Tras una primera fase de experimentación realizada por Heidelberg Materials en el marco del proyecto Ekodock (2023-2024), que supuso un avance importante en el estado del arte en cuanto a un diseño parcial del hormigón con dichas prestaciones a tracción, puesto que no cubría los requerimientos de fabricación con un sistema de encofrado deslizante, se decide afrontar el presente proyecto de Investigación cuyo objetivo final es el desarrollo de un prototipo de cajón flotante (7,5 x 7,5 x 9 metros de fuste) construido íntegramente con este hormigón especial y sin refuerzo metálico, valiéndose de un sistema constructivo por deslizado modificado para reducir la trasferencia de carga, que exige una estudiada ventana de fraguado y endurecimiento.

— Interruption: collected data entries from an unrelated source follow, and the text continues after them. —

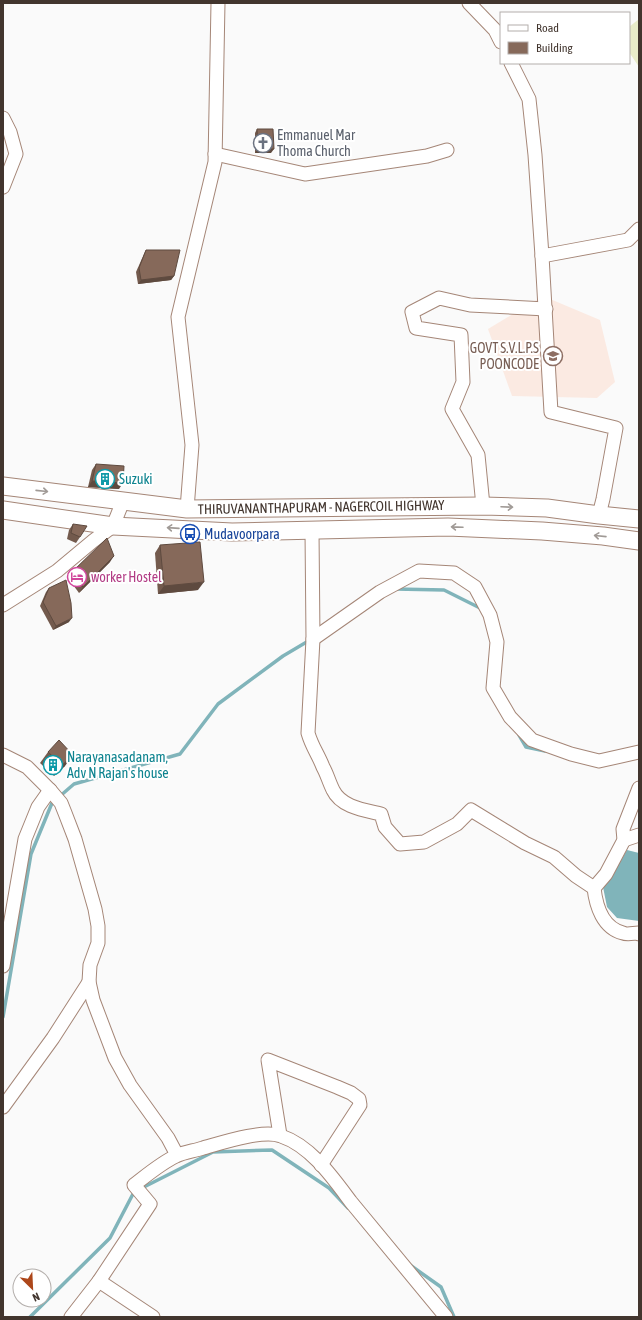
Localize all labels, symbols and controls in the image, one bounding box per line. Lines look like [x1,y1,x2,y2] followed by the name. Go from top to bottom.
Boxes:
[500,12,630,64] legend
[536,21,559,35] text: Road
[536,41,574,55] text: Building
[277,127,356,159] place label: Emmanuel Mar Thoma Church
[252,132,274,154] church icon: Emmanuel Mar Thoma Church
[470,340,539,372] place label: GOVT S.V.L.P.S POONCODE
[542,345,564,367] school or university icon: GOVT S.V.L.P.S POONCODE
[94,468,116,490] building icon: Suzuki
[119,471,152,487] place label: Suzuki
[35,487,48,495] one-way arrow
[198,497,445,517] street label: THIRUVANANTHAPURAM - NAGERCOIL HIGHWAY
[500,503,513,510] one-way arrow
[179,523,201,545] bus stop icon: Mudavoorpara
[167,524,180,532] one-way arrow
[451,524,464,531] one-way arrow
[204,526,280,542] place label: Mudavoorpara
[594,532,607,540] one-way arrow
[66,566,88,588] hotel icon: worker Hostel
[91,569,162,585] place label: worker Hostel
[67,749,169,781] place label: Narayanasadanam, Adv N Rajan's house
[42,754,64,776] building icon: Narayanasadanam, Adv N Rajan's house
[12,1268,52,1308] north arrow
[31,1290,41,1304] text: N

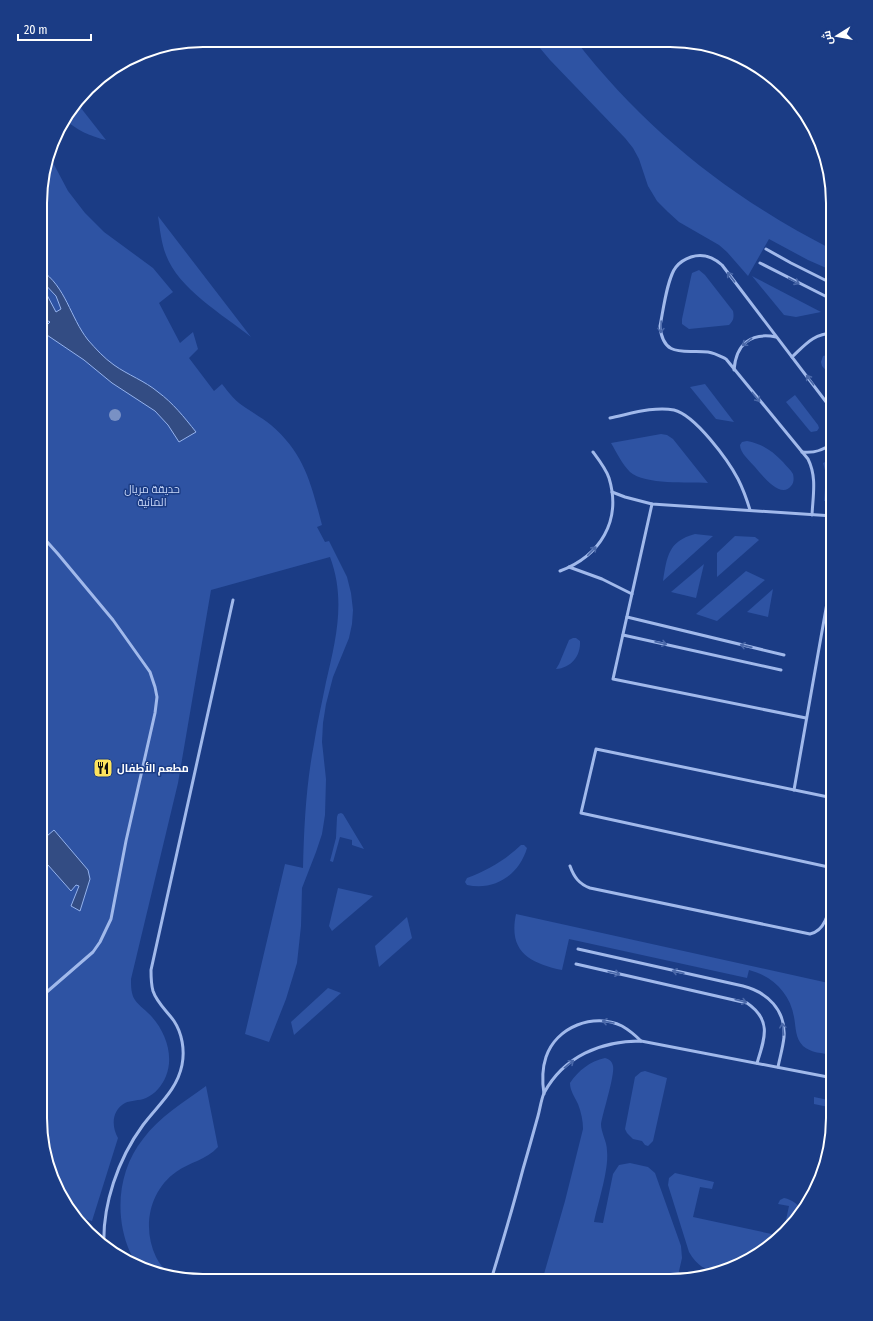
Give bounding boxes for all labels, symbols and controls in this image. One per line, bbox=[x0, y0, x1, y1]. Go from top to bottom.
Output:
scale bar bbox=[18, 16, 91, 42]
north arrow bbox=[817, 16, 857, 56]
text: 20 m bbox=[24, 23, 48, 37]
text: ش bbox=[820, 30, 835, 46]
one-way arrow bbox=[727, 271, 735, 282]
one-way arrow bbox=[788, 278, 800, 285]
one-way arrow bbox=[657, 320, 665, 333]
one-way arrow bbox=[741, 338, 752, 346]
one-way arrow bbox=[805, 375, 814, 386]
one-way arrow bbox=[752, 391, 761, 402]
park label: حديقة مريال المائية bbox=[124, 483, 180, 509]
one-way arrow bbox=[587, 546, 597, 556]
one-way arrow bbox=[654, 640, 667, 648]
one-way arrow bbox=[740, 641, 753, 649]
restaurant icon: مطعم الأطفال bbox=[92, 757, 114, 779]
place label: مطعم الأطفال bbox=[117, 762, 189, 776]
one-way arrow bbox=[672, 967, 685, 975]
one-way arrow bbox=[607, 969, 620, 977]
one-way arrow bbox=[734, 998, 747, 1006]
one-way arrow bbox=[602, 1018, 615, 1026]
one-way arrow bbox=[779, 1023, 787, 1036]
one-way arrow bbox=[564, 1060, 574, 1069]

Además, el prototipo incorporará sistemas de monitorización para evaluar su comportamiento estructural y medioambiental a lo largo de su vida útil, demostrando la viabilidad técnica, económica y medioambiental (reducción de emisiones de CO2 y menor consumo de materiales) de la solución propuesta tanto en aplicaciones portuarias como en entornos offshore en línea con los objetivos de reducción de Green Deal y Fit55 para 2030.

El proyecto está previsto que se inicie en junio de 2025 y abarcará 19 meses, a lo largo de los cuales se plantean 6 Paquetes de Trabajo técnico:

PT1: Diseño del hormigón
PT2: Diseño del método constructivo
PT3: Planificación de la construcción del prototipo
PT4: Realización del prototipo (construcción y fondeo)
PT5: Monitorización del prototipo
PT6: Análisis del Ciclo de Vida y revisión del plan de negocio

Se trata de un proyecto con un riesgo tecnológico muy elevado, que requiere tener una alta certeza de conseguir resultados óptimos en la fase de ejecución, siendo este punto crítico debido al alto coste que asume el consorcio en la fase de fabricación del prototipo en un entorno relevante (Puerto de Bilbao, que actúa como Agente Facilitador del Proyecto).

Los paquetes de trabajo PT1, PT2 y PT5 se centran en tareas que incluyen el estudio de requerimientos fisicoquímicos, el análisis de soluciones actuales y en fases cercanas, y el desarrollo de prototipos por módulos o tecnologías. Esta fase de investigación permite identificar de forma detallada las dificultades de los distintos elementos de la solución, optimizando cada componente de manera individual.

Los paquetes PT3, PT4 y PT6 se orientan a la validación en un prototipo en entorno relevante, ya que los resultados finales no se pueden verificar solo en escala laboratorio. En esta fase se integrarán los módulos desarrollados en la fabricación de un prototipo completo y se llevarán a cabo ensayos durante la ejecución y una monitorización post-ejecución para confirmar la adecuada evolución del comportamiento del sistema.

Proyecto cofinanciado por el Gobierno Vasco y la Unión Europea a través del Fondo Europeo de Desarrollo Regional 2021-2027 (FEDER). Proyecto ZL-2025/00911.